Sometimes it takes new tools to achieve the ends of an old idea.

The Biological Sciences Division, part of the Franklin College of Arts and Sciences, has retrofitted a classroom in the biology building with active learning instructional tools.

Modeled off a SCALE-UP class, which stands for Student-Centered Active Learning Environment with Upside-down Pedagogies, the classroom positions the instructor literally in the center of the classroom among students. Dozens of large-screen Apple computers for students, a video camera and projection screens at two ends of the classroom are just some of the tools that promote instructor-to-student and student-to-student interaction.

A similar classroom was set up in the physics building in 2012. The Science Learning Center, which is scheduled to open in 2016, will have two SCALE-UP classrooms.

While the gadgets and classroom layout are new, the concept behind the pedagogical philosophy has been around for a while.

William Said, a senior lecturer and Distinguished Honors Professor in Franklin College's cellular biology department, alluded to this well-established concept during an advanced level Maymester biology and cellular biology class, the first class taught in the SCALE-UP classroom.

Said stood at an instructor's podium with an old-fashioned pencil and paper. He trained the video camera on the piece of paper as students watched the projector screens. Said wrote down a version of an old proverb about education: "Lecture me, and I will forget. Show me, and I may remember. Involve me, and I will learn."

That involvement between instructor and students is the point of the SCALE-UP classroom.

The classroom can seat up to 45 students, with a computer for groups of three to share. Each computer's screen can be shown on the projectors for the entire class to see. This access to students' work fosters dialogue in class and allows the instructor to see how well students are learning class concepts.

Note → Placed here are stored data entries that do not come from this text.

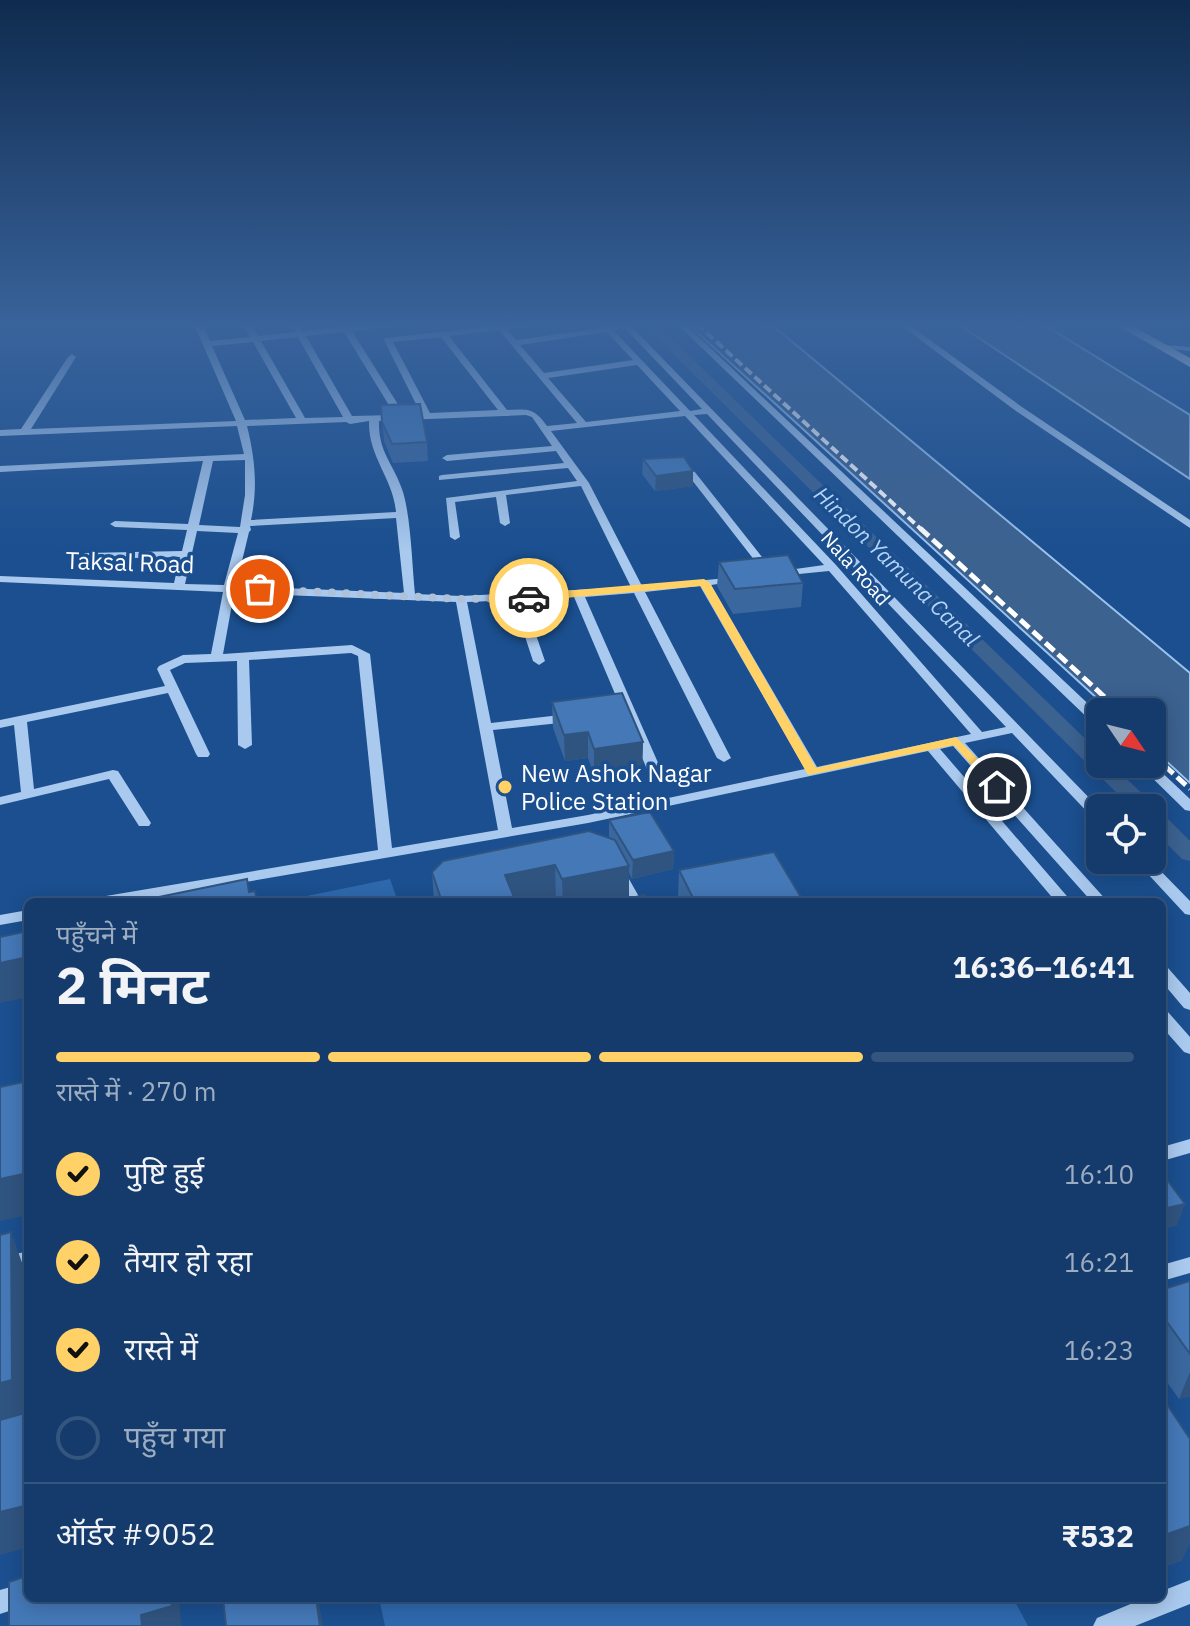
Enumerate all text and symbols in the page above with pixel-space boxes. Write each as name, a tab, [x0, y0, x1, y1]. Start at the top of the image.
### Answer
water label: Hindon Yamuna Canal	[808, 480, 986, 653]
street label: Nala Road	[815, 525, 897, 611]
street label: Taksal Road	[65, 544, 195, 580]
pin	[226, 555, 294, 623]
courier	[489, 558, 569, 638]
icon: bag	[238, 567, 282, 611]
icon: car	[507, 576, 551, 620]
north arrow	[1086, 698, 1166, 778]
map controls	[1086, 698, 1166, 874]
pin	[963, 753, 1031, 821]
place label: New Ashok Nagar Police Station	[521, 757, 712, 817]
icon: home	[975, 765, 1019, 809]
marker: New Ashok Nagar Police Station	[496, 778, 514, 796]
button: locate	[1086, 794, 1166, 874]
text: पहुँचने में	[56, 917, 137, 951]
text: 16:36–16:41	[953, 947, 1134, 986]
text: 2 मिनट	[56, 951, 209, 1018]
text: रास्ते में · 270 m	[56, 1074, 216, 1108]
icon: check	[56, 1152, 100, 1196]
text: पुष्टि हुई	[124, 1153, 204, 1192]
text: 16:10	[1064, 1157, 1134, 1191]
icon: check	[56, 1240, 100, 1284]
text: तैयार हो रहा	[124, 1241, 252, 1280]
text: 16:21	[1064, 1245, 1134, 1279]
icon: check	[56, 1328, 100, 1372]
text: रास्ते में	[124, 1329, 198, 1368]
text: 16:23	[1064, 1333, 1134, 1367]
text: पहुँच गया	[124, 1417, 225, 1456]
text: ऑर्डर #9052	[56, 1514, 215, 1553]
text: ₹532	[1061, 1516, 1134, 1555]

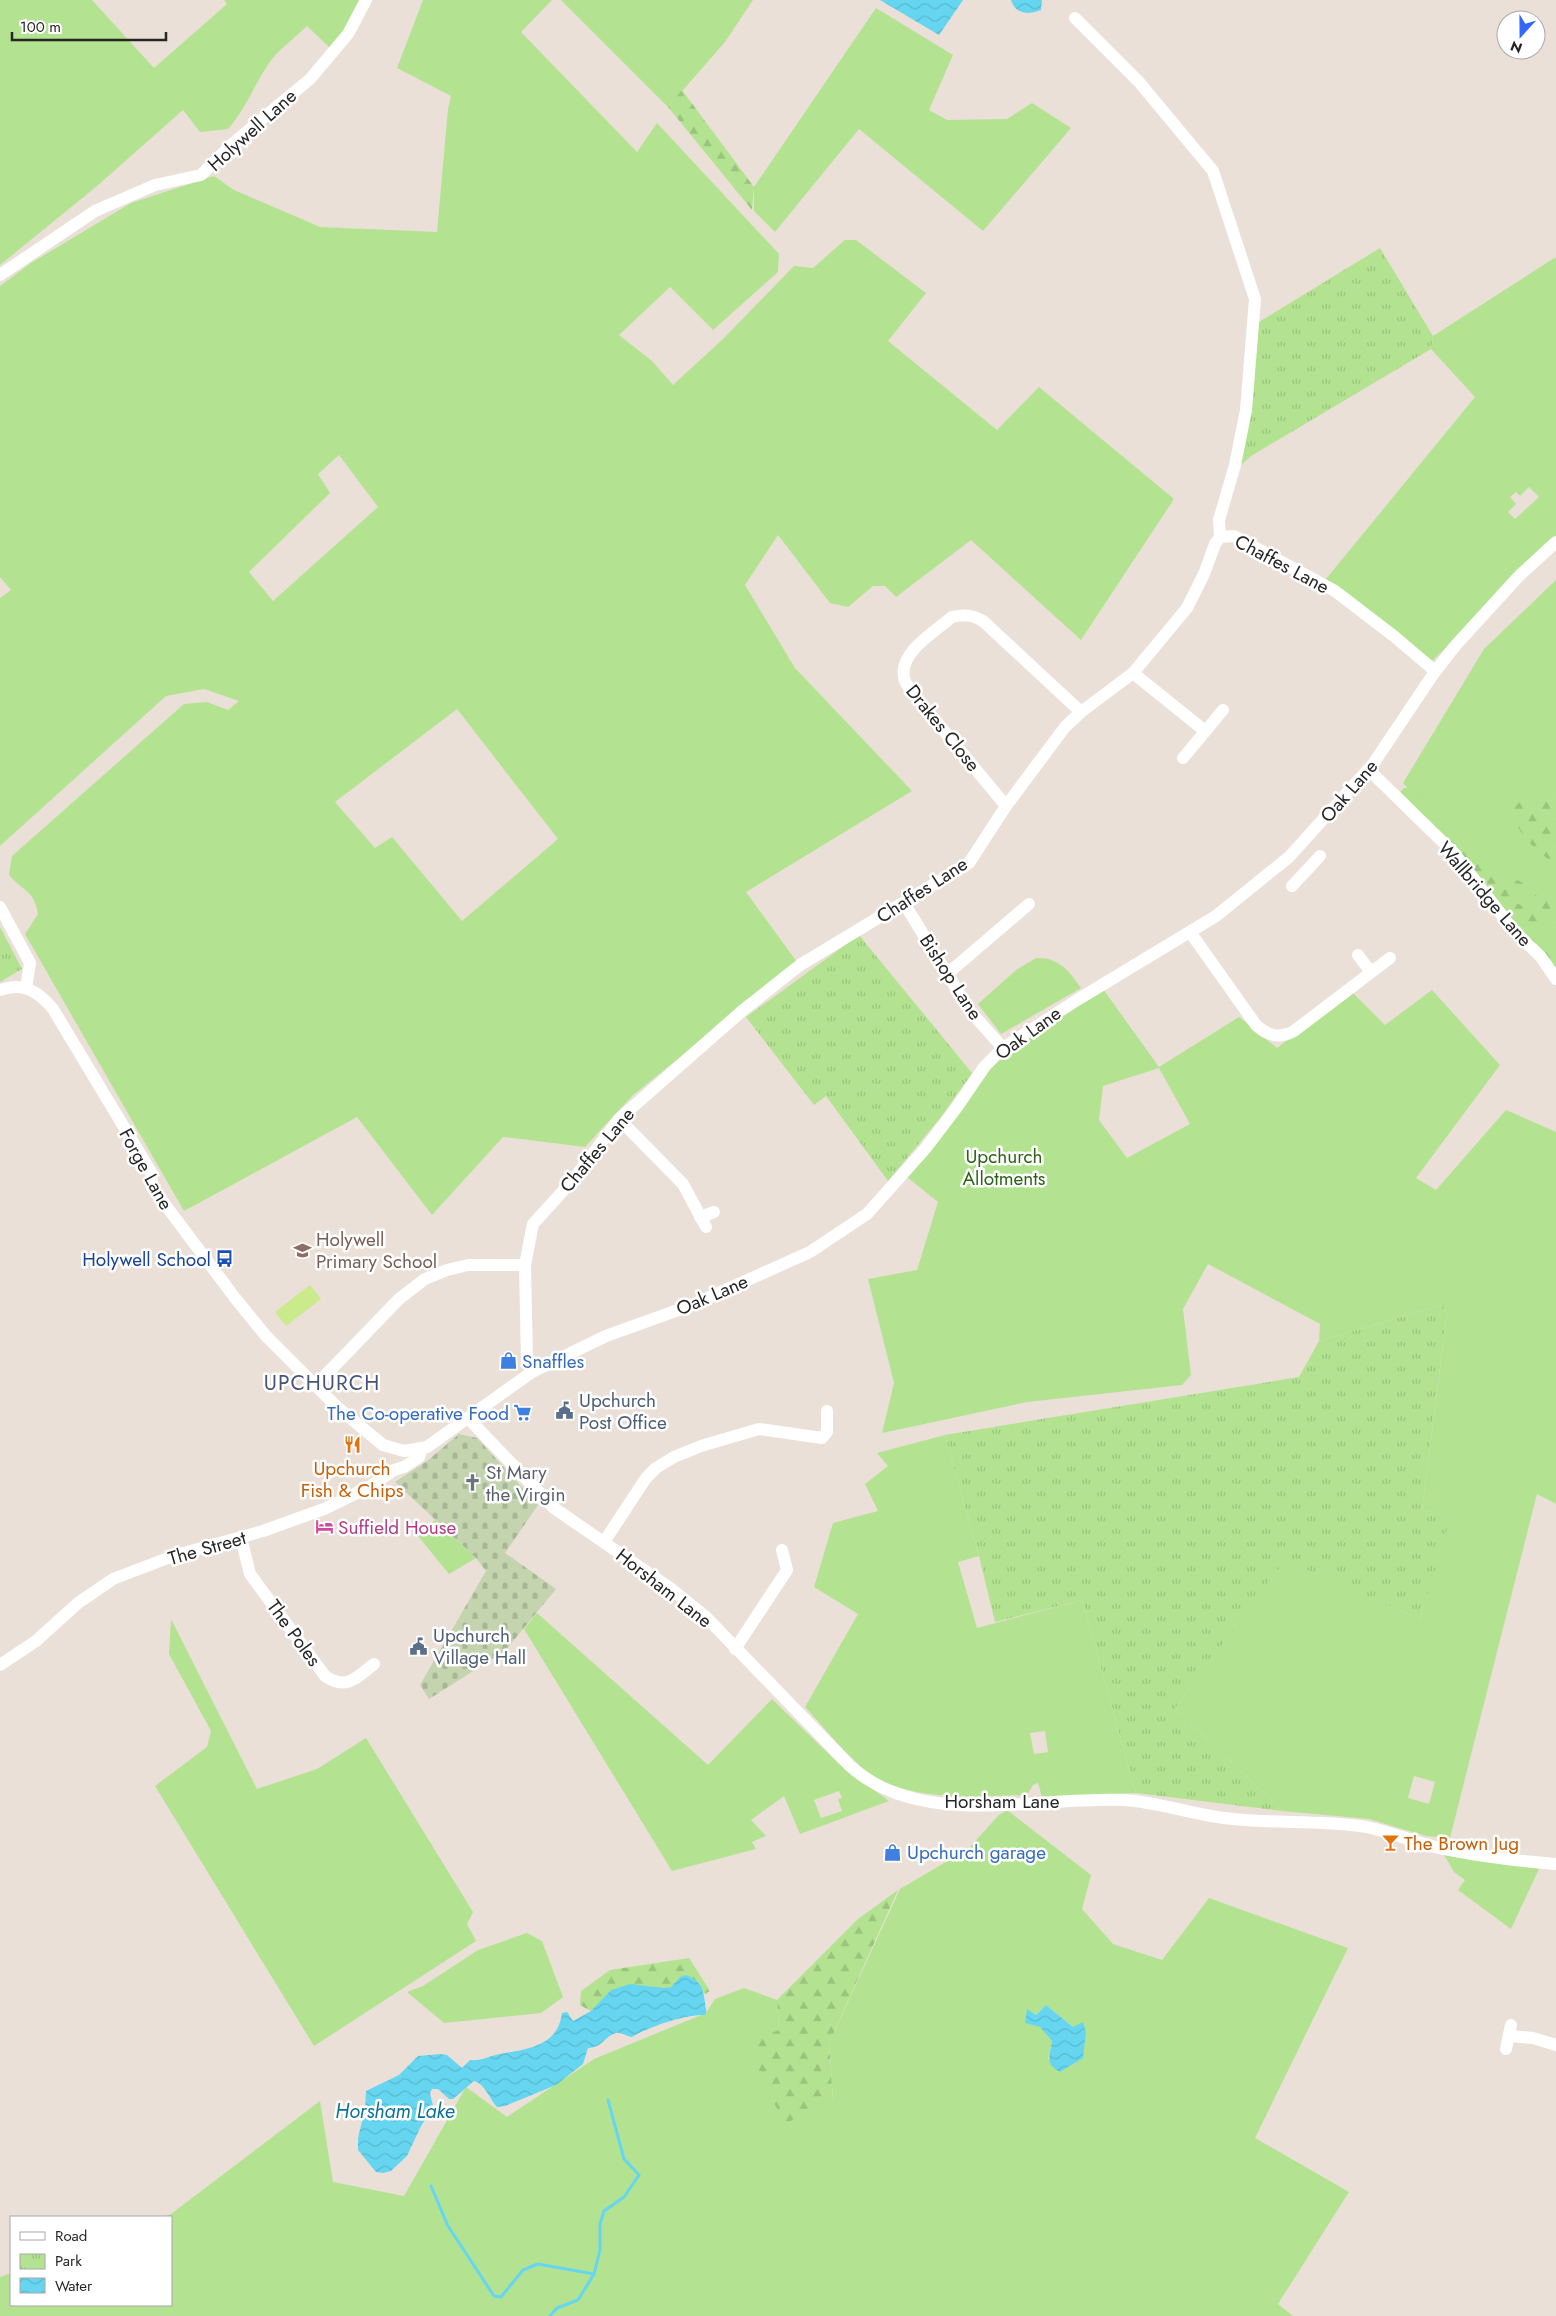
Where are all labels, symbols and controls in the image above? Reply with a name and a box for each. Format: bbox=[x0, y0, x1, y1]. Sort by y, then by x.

Whereas students get the opportunity for hands-on experience with experimentation in labs, SCALE-UP classrooms offer the chance for students to better grasp concepts about understanding research results, said Mark Farmer, a professor and chair of the Division of Biological Sciences. In practice, Farmer said, working scientists use data to analyze what they are studying.

"That's how real science works," Farmer said.

In an active learning environment, students get the opportunity to work with data sets and figure out how to use them.

Farmer said exercises in the SCALE-UP classroom can make learning "much more realistic, much more meaningful and much closer to learning by doing rather than learning by memorizing."

If the first class, Said's Maymester course, was any indication of how students like the classroom, then there are promising signs.

"It's user friendly," said Katie Rowlett, a biology and psychology major. "Having a computer right in front of my face is nice because I can pull things up and show the class what I'm looking at."

The SCALE-UP renovation was jointly funded from the Office of the Vice President for Instruction and from the College of Arts and Sciences.

Farmer also credits staff in the Facilities Management Division for helping to prepare the class for renovation.

SCALE-UP classes have traditionally been used in physics and math classes, Farmer said, and not many universities use them for biology. So there are not many established lesson plans for using SCALE-UP in the life sciences.

"We will be, in many ways, inventing these types of exercises," he said.

Farmer sees the new SCALE-UP classroom as "an incubator" for biological sciences faculty to try out active learning teaching methods.

By the time the Science Learning Center is complete, biology faculty already will have gotten a chance to hone effective teaching methods.

"I'm a biologist," Farmer said, "so I know it'll be an evolutionary process."